Non-canonical smiles confound string-based classifiers #15

cyrusmaher · 2020-12-15T00:44:55Z

Running a string kernel classifier on the clintox dataset, I can obtain an AUROC of 0.96. When I canonicalize the smiles, my AUROC drops to 0.69. This implies that there is a bias in the smiles format between positive and negative examples that string-based classifiers can exploit to obtain unrealistically high performance, thereby tainting downstream benchmarks.

A solution to this would be to update the dataset to include only canonicalized smiles.

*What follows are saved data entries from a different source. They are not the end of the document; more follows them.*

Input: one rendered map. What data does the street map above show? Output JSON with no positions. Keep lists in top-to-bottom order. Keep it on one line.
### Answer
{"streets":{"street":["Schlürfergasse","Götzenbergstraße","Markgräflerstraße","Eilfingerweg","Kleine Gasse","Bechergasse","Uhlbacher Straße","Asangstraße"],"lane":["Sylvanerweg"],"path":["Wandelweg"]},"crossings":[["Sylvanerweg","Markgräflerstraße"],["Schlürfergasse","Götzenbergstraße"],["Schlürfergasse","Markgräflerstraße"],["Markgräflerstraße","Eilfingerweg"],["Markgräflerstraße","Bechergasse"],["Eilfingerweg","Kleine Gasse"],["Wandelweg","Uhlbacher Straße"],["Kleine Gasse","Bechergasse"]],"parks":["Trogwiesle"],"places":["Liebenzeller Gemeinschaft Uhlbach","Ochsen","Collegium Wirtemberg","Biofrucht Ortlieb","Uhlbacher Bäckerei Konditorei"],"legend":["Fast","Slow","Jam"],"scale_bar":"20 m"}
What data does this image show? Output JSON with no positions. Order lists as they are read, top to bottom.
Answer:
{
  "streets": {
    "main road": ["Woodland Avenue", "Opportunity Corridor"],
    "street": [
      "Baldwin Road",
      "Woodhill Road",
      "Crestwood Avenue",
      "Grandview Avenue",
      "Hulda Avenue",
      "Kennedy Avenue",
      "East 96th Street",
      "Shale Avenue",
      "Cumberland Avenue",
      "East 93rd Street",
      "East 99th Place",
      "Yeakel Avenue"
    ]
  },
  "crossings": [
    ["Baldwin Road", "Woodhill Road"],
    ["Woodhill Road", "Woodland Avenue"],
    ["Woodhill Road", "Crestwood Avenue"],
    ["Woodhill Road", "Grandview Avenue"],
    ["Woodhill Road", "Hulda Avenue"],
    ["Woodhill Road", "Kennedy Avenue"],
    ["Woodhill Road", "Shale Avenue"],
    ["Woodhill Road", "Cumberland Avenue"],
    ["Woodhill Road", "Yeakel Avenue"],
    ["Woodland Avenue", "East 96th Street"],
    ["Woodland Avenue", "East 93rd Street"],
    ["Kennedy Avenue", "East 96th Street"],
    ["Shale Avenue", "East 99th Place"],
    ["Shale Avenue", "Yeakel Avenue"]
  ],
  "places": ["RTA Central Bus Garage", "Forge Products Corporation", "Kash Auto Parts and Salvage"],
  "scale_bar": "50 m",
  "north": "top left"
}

rbharath · 2020-12-15T00:47:23Z

Oh wow, that's quite the find! Yes, this would definitely need to be fixed as we're overhauling MoleculeNet for the next v2 release. I'll mark this as a bug

gabegrand · 2020-12-16T22:47:26Z

@cyrusmaher do you have any insight as to what the bias in the SMILES is?

rbharath · 2020-12-16T22:54:12Z

Starting to think about this anymore, I think we canonicalize smiles before computing descriptors in DeepChem which should handle this (but I'm not sure).

@cyrusmaher Would it be possible to provide a brief reproducing code snippet? That would help us figure out what's happening :)

cjmielke · 2020-12-17T20:53:04Z

One consideration : maybe a character frequency count between the raw and canonicalized forms? Maybe there's extra parentheses or aromatic operators added? (:)

cyrusmaher · 2020-12-19T01:32:51Z

@rbharath The easiest way to reproduce this will be to run a string model on ClinTox with and without smiles canonicalization. Here is an example for canonicalization:

from rdkit import Chem
canonical_smi = Chem.MolToSmiles(Chem.MolFromSmiles(smi), canonical=True)

Without bloating this with the helper code for the string kernel, etc., here's what I ran:

@gabegrand I'm not sure precisely, but delocalization, tautomers, salts, etc can all be handled differently in systematic ways

cyrusmaher · 2020-12-22T00:31:36Z

@rbharath It's worth considering that canonicalization would not entirely eliminate this bias, e.g. if one database is more likely to include charged species (assuming a different pH or preparation). You can see evidence for this in the different levels of "+" and "." characters between positive and negative examples in clintox:

Edit: it appears that much of this significance is driven by smiles that turn out to be duplicated once they're canonicalized.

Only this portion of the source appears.